Aoik

PVE 8 GPU passthrough

Enable virtualization in BIOS

The BIOS option is usually named Virtualization Technology.

Enable IOMMU in BIOS

The BIOS option is usually named Intel VT-d or AMD IOMMU.

IOMMU (Input-Output Memory Management Unit) is an MMU component that connects a DMA-capable I/O bus to system memory. It maps device-visible virtual addresses to physical addresses, making it useful in virtualization.

Install PVE 8

I have installed PVE 8.1.4, kernel version 6.5.13-1-pve.

Add kernel command line parameters to Grub to enable IOMMU

Run:

vi /etc/default/grub

Edit:

# Intel CPU
GRUB_CMDLINE_LINUX_DEFAULT="quiet intel_iommu=on iommu=pt"

# AMD CPU
GRUB_CMDLINE_LINUX_DEFAULT="quiet iommu=pt"
  • intel_iommu=on turns on IOMMU for Intel CPU.
    Posts on the web suggest to add amd_iommu=on for AMD CPU but this post says amd_iommu=on is invalid and IOMMU is enabled for AMD CPU by default.
  • iommu=pt turns on IOMMU tagging only for devices configured for passthrough, allowing the host to ignore it for local host-only devices.

Update Grub config.
Run:

update-grub

Find vfio kernel modules

VFIO (Virtual Function I/O) allows to implement PCI passthrough by isolating a PCI device from the rest of the host and to put it under control of a user process.

Run:

find /lib/modules -name 'vfio*.ko'

Result:

/lib/modules/6.5.13-1-pve/kernel/drivers/vfio/pci/vfio-pci.ko
/lib/modules/6.5.13-1-pve/kernel/drivers/vfio/pci/vfio-pci-core.ko
/lib/modules/6.5.13-1-pve/kernel/drivers/vfio/vfio.ko
/lib/modules/6.5.13-1-pve/kernel/drivers/vfio/vfio_iommu_type1.ko

Configure to load vfio kernel modules

Run:

echo vfio >> /etc/modules
echo vfio_iommu_type1 >> /etc/modules
echo vfio_pci >> /etc/modules
  • Posts on the web for older PVE versions suggest to run echo vfio_virqfd >> /etc/modules. This is not needed in PVE 8, as explained in this post.
  • Posts on the web for older PVE versions suggest to set options vfio-pci ids=_PCI_ID_ in /etc/modprobe.d/vfio.conf. This is not needed in PVE 8. Once you allocate a PCI device to a VM via the PVE server's web UI, vfio-pci configuration is automatically done for you.

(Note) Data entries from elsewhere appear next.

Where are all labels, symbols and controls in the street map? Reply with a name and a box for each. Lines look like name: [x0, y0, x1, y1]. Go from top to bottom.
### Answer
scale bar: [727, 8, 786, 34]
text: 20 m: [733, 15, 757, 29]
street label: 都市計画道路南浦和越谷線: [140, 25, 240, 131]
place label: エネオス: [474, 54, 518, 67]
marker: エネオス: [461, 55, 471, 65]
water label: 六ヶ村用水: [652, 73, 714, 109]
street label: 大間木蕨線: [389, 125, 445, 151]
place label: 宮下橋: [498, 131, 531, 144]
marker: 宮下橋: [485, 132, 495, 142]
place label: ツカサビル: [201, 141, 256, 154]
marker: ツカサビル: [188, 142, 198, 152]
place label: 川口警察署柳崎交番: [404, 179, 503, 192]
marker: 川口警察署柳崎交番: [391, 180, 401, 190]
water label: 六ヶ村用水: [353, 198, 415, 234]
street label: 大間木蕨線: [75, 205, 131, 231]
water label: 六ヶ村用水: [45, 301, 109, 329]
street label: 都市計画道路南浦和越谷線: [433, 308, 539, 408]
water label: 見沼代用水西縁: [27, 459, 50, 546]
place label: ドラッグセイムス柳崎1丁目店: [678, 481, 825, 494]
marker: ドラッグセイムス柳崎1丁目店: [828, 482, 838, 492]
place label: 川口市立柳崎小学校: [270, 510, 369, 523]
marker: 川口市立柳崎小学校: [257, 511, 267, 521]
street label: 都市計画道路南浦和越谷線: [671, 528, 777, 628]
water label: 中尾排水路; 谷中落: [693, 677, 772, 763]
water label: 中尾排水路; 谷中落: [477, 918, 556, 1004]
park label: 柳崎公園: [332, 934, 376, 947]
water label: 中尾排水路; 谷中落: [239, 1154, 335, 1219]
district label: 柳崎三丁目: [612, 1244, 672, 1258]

Reboot for the enabling of IOMMU to take effect

Run:

reboot

Check if IOMMU is enabled

Run:

dmesg | grep 'remapping'

Result for enabled:

# Intel CPU
DMAR-IR: Enabled IRQ remapping in x2apic mode

# AMD CPU
AMD-Vi: Interrupt remapping enabled

Result for disabled:

x2apic: IRQ remapping doesn't support X2APIC mode

List IOMMU device files

Run:

find /sys/kernel/iommu_groups/ -type l

Result (example):

/sys/kernel/iommu_groups/7/devices/0000:00:16.0
/sys/kernel/iommu_groups/15/devices/0000:03:00.0
/sys/kernel/iommu_groups/5/devices/0000:00:14.2
/sys/kernel/iommu_groups/5/devices/0000:00:14.0
/sys/kernel/iommu_groups/13/devices/0000:01:00.0
/sys/kernel/iommu_groups/3/devices/0000:00:08.0
/sys/kernel/iommu_groups/11/devices/0000:00:1d.1
/sys/kernel/iommu_groups/1/devices/0000:00:00.0
/sys/kernel/iommu_groups/8/devices/0000:00:17.0
/sys/kernel/iommu_groups/6/devices/0000:00:15.0
/sys/kernel/iommu_groups/14/devices/0000:02:00.0
/sys/kernel/iommu_groups/4/devices/0000:00:12.0
/sys/kernel/iommu_groups/12/devices/0000:00:1f.0
/sys/kernel/iommu_groups/12/devices/0000:00:1f.5
/sys/kernel/iommu_groups/12/devices/0000:00:1f.3
/sys/kernel/iommu_groups/12/devices/0000:00:1f.4
/sys/kernel/iommu_groups/2/devices/0000:00:04.0
/sys/kernel/iommu_groups/10/devices/0000:00:1d.0
/sys/kernel/iommu_groups/0/devices/0000:00:02.0
/sys/kernel/iommu_groups/9/devices/0000:00:1c.0

List IOMMU device information

Run:

shopt -s nullglob
for g in $(find /sys/kernel/iommu_groups/* -maxdepth 0 -type d | sort -V); do
    echo "IOMMU Group ${g##*/}:"
    for d in $g/devices/*; do
        echo -e "\t$(lspci -nns ${d##*/})"
    done;
done;

Result (example):

IOMMU Group 0:
        00:00.0 Host bridge [0600]: Intel Corporation 8th/9th Gen Core 8-core Desktop Processor Host Bridge/DRAM Registers [Coffee Lake S] [8086:3e30] (rev 0a)
IOMMU Group 1:
        00:01.0 PCI bridge [0604]: Intel Corporation 6th-10th Gen Core Processor PCIe Controller (x16) [8086:1901] (rev 0a)
        00:01.1 PCI bridge [0604]: Intel Corporation Xeon E3-1200 v5/E3-1500 v5/6th Gen Core Processor PCIe Controller (x8) [8086:1905] (rev 0a)
...

List the PCI devices of the graphics card

Run one of the commands:

lspci -k | grep -A10 -i vga

lspci -k | grep -A10 -i amd

lspci -k | grep -A10 -i nvidia

Result for AMD Radeon RX 580:

01:00.0 VGA compatible controller: Advanced Micro Devices, Inc. [AMD/ATI] Ellesmere [Radeon RX 470/480/570/570X/580/580X/590] (rev e7)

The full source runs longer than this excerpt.